17. “And unto Adam, I, the Lord God, said, Because thou hast hearkened unto the voice of thy wife, and hast eaten of the fruit of the tree, of which I commanded thee, saying, Thou shalt not eat of it, cursed shall be the ground for thy sake; in sorrow shalt thou eat of it all the days of thy life; thorns also and thistles shall it bring forth to thee; and thou shalt eat the herb of the field; by the sweat of thy face shalt thou eat bread, until thou shalt return unto the ground, for thou shalt surely die; for out of it was thou taken, for dust thou wast, and unto dust shalt thou return” (JST, Gen. 3:22–25; see also Moses 4:22–25). This was immediately followed by the fulfillment of what we previously said: Man was driven or sent out of Eden.
18. Two important items are shown from the former quotations: First, after man was created, he was not left without intelligence or understanding to wander in darkness and spend an existence in ignorance and doubt on the great and important point which effected his happiness as to the real fact by whom he was created, or unto whom he was amenable for his conduct. God conversed with him face to face: in his presence he was permitted to stand, and from his own mouth he was permitted to receive instruction. He heard his voice, walked before him, and gazed upon his glory, while intelligence burst upon his understanding and enabled him to give names to the vast assemblage of his Maker’s works.
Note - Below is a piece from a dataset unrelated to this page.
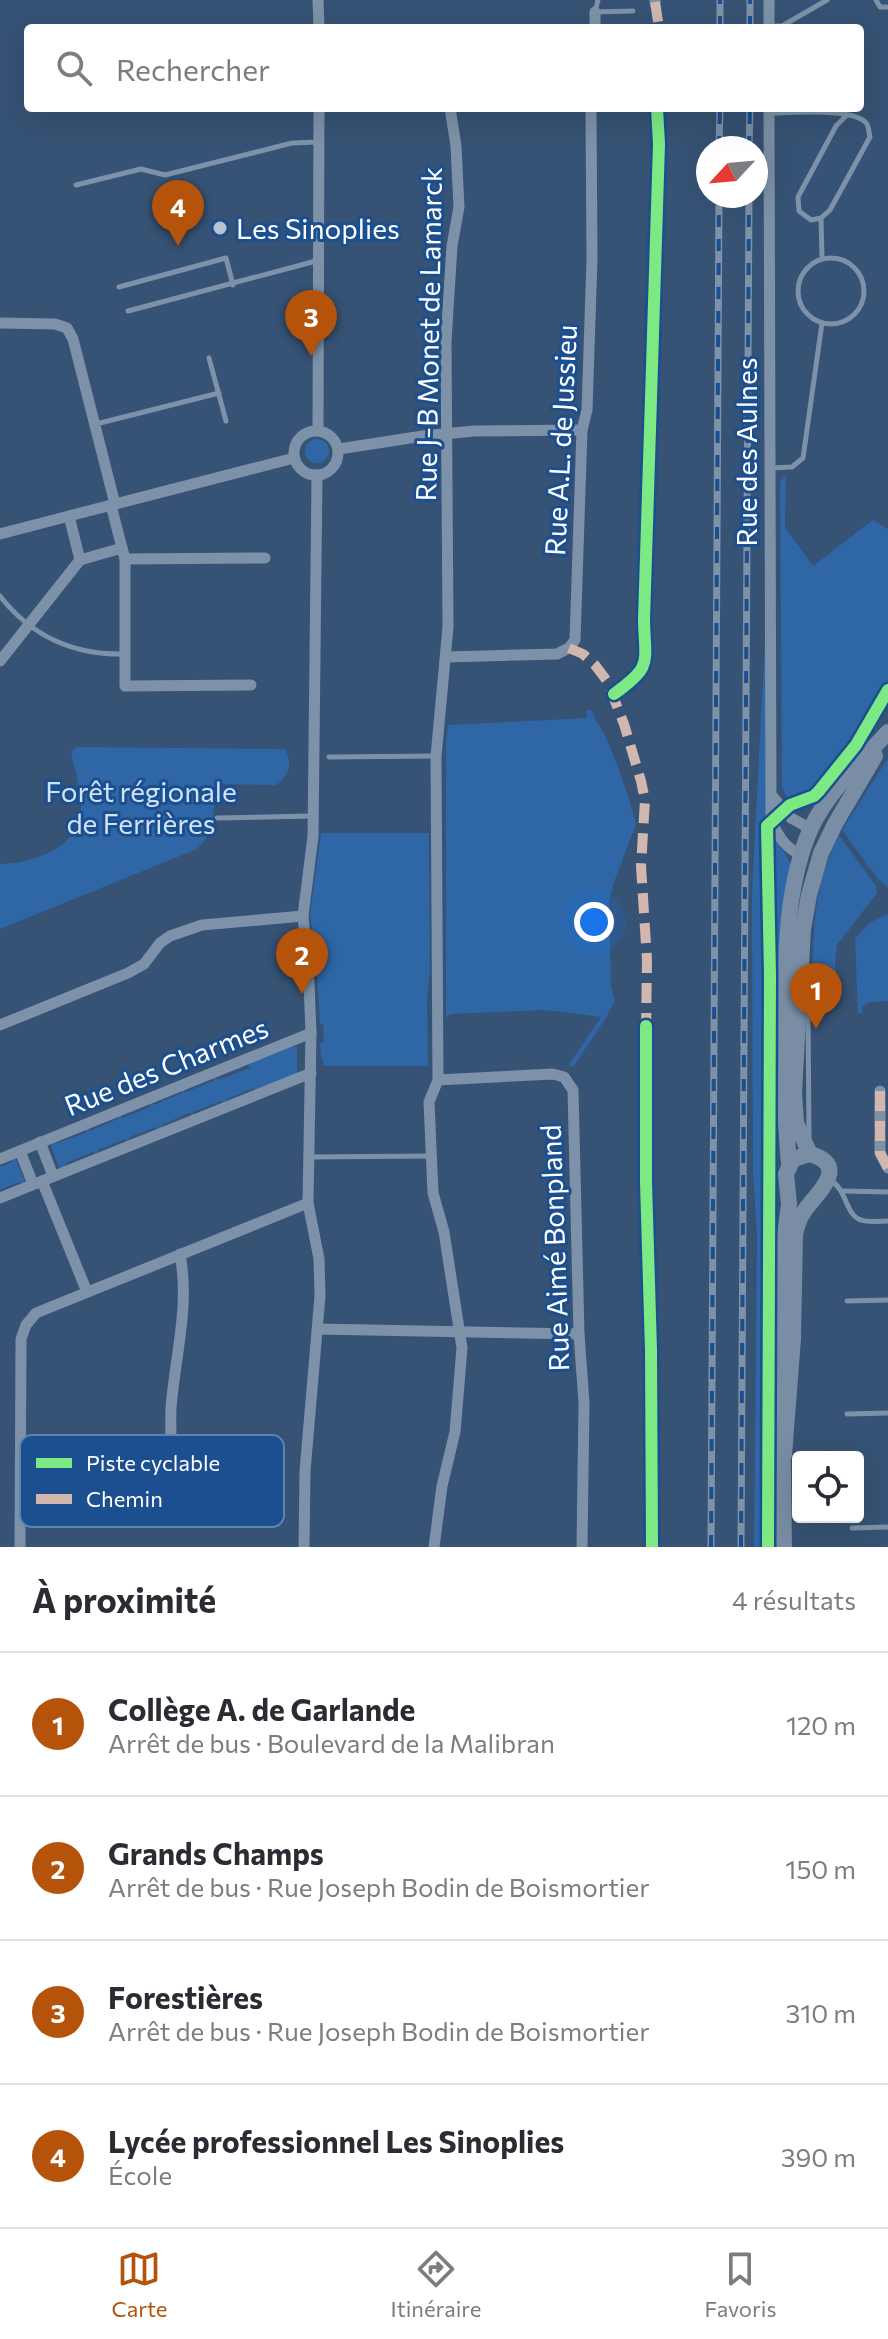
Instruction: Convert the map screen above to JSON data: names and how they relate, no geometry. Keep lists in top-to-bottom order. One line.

19. Secondly, we have seen that though man did transgress, his transgression did not deprive him of the previous knowledge with which he had been endowed relative to the existence and glory of his Creator; for no sooner did he hear his voice than he sought to hide himself from his presence.
20. Having shown, then, in the first instance, that God began to converse with man immediately after he “breathed into his nostrils the breath of life,” and that he did not cease to manifest himself to him, even after his fall, we shall next proceed to show, that even though man was cast out from the garden of Eden, he did not lose his knowledge of the existence of God, neither did God cease to manifest his will unto him.
21. We next proceed to present the account of the direct revelation which man received after he was cast out of Eden, and further copy from the New Translation:
22. After Adam had been driven out of the garden, he “began to till the earth, and to have dominion over all the beasts of the field, and to eat his bread by the sweat of his brow, as I, the Lord had commanded him. . . . And Adam called upon the name of the Lord, and Eve also, his wife; and they heard the voice of the Lord, from the way toward the garden of Eden, speaking unto them, and they saw him not; for they were shut out from his presence. And he gave unto them commandments that they should worship the Lord their God; and should offer the firstlings of their flock for an offering unto the Lord. And Adam was obedient unto the commandments of the Lord.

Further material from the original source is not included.